**Exercise description**
Count every line below that holds "solid". The answer is the number alone.

**Entries supplied**
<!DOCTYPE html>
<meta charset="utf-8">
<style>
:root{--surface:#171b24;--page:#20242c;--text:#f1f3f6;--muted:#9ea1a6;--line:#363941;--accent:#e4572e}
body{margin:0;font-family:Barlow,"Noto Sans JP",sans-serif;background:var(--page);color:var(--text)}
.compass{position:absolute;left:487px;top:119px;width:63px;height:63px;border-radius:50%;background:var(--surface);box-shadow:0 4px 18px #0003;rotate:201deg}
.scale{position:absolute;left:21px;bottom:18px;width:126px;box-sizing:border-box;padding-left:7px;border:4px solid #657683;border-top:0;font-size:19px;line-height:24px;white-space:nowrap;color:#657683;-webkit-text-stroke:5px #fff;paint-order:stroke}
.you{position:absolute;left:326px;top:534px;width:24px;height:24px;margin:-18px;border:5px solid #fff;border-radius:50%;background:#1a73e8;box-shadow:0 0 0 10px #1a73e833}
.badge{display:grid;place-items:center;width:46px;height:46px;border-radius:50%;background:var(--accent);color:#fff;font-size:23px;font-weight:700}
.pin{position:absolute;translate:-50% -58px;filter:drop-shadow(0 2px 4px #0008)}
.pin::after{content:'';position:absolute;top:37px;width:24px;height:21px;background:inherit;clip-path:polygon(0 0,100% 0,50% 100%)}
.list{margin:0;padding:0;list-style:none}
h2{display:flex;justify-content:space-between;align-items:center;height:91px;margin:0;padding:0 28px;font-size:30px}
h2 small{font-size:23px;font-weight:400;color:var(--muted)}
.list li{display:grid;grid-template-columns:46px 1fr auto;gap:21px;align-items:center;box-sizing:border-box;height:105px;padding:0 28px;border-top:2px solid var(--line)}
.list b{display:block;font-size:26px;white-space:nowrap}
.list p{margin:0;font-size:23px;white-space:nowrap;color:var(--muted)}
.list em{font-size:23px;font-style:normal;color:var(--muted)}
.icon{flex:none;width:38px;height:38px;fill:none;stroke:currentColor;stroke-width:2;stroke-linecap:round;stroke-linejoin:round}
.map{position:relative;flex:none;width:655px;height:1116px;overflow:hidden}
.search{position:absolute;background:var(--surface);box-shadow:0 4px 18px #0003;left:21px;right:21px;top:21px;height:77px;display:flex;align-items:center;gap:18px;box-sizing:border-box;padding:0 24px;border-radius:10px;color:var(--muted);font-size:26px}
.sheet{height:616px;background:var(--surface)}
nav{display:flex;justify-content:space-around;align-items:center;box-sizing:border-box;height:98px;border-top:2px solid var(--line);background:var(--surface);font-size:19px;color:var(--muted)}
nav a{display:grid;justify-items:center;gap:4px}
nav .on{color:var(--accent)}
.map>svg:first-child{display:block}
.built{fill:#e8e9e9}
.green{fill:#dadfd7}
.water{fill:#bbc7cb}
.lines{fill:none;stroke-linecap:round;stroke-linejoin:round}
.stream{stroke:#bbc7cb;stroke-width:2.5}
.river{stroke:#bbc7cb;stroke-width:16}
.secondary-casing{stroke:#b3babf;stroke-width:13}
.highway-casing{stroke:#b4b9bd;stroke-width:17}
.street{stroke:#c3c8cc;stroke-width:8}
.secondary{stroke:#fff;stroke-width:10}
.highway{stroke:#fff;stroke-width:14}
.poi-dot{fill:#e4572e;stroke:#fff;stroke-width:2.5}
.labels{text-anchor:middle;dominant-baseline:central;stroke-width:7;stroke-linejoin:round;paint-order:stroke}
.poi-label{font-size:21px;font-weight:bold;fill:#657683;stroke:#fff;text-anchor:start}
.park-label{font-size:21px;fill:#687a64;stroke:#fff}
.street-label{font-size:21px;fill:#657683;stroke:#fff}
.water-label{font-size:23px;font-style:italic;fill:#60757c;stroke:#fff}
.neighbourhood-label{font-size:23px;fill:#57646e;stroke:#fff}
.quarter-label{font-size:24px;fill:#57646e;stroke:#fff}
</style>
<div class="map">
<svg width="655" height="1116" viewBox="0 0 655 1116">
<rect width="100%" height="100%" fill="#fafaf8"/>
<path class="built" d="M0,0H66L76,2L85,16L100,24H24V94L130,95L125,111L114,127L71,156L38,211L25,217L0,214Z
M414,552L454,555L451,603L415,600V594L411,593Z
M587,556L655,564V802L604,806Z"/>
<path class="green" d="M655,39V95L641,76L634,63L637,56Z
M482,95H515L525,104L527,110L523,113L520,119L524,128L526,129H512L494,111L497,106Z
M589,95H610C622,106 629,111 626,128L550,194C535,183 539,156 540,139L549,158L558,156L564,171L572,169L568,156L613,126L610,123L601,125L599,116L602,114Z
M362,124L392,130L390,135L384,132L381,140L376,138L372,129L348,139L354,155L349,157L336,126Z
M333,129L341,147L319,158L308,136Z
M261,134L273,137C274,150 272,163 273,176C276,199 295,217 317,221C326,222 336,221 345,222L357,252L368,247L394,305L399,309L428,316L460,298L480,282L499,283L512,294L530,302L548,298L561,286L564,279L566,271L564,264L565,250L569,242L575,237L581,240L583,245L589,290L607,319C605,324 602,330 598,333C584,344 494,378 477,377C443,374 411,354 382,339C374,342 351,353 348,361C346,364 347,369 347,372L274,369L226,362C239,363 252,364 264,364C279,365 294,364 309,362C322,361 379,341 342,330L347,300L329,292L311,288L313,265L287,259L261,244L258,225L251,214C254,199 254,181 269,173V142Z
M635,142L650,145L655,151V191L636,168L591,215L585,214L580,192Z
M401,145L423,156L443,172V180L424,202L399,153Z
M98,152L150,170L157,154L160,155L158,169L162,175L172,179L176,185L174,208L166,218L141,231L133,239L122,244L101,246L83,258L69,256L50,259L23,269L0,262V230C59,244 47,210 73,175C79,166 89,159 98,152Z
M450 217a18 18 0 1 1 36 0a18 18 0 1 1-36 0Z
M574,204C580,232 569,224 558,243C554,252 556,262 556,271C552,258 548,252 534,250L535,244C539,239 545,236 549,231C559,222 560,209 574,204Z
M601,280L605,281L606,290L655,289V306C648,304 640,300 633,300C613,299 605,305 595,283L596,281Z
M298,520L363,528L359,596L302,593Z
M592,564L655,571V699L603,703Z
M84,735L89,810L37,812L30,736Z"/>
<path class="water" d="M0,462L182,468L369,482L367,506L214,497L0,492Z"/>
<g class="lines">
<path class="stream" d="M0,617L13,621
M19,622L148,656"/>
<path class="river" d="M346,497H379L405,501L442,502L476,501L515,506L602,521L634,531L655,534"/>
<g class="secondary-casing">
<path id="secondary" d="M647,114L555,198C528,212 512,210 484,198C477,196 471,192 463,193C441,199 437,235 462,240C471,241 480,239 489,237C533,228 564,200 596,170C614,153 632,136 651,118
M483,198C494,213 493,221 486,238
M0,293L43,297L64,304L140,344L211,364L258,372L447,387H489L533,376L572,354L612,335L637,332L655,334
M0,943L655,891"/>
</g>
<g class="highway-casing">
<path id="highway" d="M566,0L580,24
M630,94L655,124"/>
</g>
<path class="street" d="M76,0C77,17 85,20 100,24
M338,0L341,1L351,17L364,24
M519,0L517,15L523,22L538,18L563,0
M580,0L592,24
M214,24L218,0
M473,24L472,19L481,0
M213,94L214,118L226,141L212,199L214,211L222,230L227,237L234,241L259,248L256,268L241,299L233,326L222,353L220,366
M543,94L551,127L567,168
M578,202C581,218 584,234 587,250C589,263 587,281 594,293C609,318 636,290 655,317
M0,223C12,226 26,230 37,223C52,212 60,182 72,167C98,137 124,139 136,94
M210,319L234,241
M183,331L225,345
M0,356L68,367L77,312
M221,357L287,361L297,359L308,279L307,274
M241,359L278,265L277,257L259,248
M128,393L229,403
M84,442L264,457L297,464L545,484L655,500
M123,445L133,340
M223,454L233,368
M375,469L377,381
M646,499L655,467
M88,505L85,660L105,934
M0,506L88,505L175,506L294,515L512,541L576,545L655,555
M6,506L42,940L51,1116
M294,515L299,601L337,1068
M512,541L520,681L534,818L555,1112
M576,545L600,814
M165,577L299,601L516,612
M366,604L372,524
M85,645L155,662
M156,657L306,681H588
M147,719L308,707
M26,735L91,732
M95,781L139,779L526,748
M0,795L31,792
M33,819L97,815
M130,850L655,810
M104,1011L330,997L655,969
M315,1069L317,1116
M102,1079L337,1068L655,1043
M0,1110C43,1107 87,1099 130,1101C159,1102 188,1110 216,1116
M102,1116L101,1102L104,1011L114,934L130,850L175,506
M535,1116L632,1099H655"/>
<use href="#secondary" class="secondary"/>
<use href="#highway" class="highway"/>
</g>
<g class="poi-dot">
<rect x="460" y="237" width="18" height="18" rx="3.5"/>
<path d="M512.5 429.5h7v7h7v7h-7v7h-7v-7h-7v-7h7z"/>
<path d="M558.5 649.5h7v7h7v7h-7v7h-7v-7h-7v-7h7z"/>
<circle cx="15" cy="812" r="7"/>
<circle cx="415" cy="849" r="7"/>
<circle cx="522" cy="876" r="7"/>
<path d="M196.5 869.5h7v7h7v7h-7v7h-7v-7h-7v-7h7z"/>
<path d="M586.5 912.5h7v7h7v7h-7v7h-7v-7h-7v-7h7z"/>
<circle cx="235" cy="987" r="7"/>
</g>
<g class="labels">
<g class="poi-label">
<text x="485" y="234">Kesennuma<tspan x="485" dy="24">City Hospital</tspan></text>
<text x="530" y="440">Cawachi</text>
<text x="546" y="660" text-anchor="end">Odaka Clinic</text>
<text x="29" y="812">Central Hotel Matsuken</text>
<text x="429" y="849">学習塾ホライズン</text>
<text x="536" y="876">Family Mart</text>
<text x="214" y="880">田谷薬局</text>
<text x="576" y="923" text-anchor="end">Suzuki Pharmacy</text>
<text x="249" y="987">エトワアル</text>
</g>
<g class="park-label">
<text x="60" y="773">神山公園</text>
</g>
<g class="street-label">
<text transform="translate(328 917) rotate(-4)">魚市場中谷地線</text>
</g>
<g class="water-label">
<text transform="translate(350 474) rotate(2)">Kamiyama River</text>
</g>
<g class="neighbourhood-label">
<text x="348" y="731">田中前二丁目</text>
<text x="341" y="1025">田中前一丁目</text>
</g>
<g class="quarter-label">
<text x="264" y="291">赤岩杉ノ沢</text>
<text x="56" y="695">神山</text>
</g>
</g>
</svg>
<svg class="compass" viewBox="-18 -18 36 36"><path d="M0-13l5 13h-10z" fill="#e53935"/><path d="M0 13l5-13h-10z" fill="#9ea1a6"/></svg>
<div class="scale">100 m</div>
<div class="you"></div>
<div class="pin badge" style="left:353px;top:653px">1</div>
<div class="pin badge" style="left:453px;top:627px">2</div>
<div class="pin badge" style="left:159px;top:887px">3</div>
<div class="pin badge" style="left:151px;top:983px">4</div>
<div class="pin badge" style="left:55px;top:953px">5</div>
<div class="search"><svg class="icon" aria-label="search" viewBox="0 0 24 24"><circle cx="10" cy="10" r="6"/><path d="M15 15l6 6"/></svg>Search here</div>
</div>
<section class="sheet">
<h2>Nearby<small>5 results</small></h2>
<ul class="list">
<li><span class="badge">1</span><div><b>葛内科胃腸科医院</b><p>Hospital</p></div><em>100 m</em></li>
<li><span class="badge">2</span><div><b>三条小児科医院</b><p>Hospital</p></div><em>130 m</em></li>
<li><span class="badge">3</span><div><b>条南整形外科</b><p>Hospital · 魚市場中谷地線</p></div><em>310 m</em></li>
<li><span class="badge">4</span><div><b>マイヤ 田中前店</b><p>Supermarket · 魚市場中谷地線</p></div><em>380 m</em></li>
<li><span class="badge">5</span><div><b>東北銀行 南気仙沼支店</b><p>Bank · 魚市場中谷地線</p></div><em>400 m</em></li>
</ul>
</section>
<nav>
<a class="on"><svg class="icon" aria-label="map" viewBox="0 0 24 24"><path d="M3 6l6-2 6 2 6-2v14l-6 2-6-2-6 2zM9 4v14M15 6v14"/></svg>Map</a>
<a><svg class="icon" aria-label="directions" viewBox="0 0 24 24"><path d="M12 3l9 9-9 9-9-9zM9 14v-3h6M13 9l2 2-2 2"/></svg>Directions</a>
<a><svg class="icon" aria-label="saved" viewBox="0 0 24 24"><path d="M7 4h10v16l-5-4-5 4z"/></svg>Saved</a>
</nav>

**Response for this exercise**
4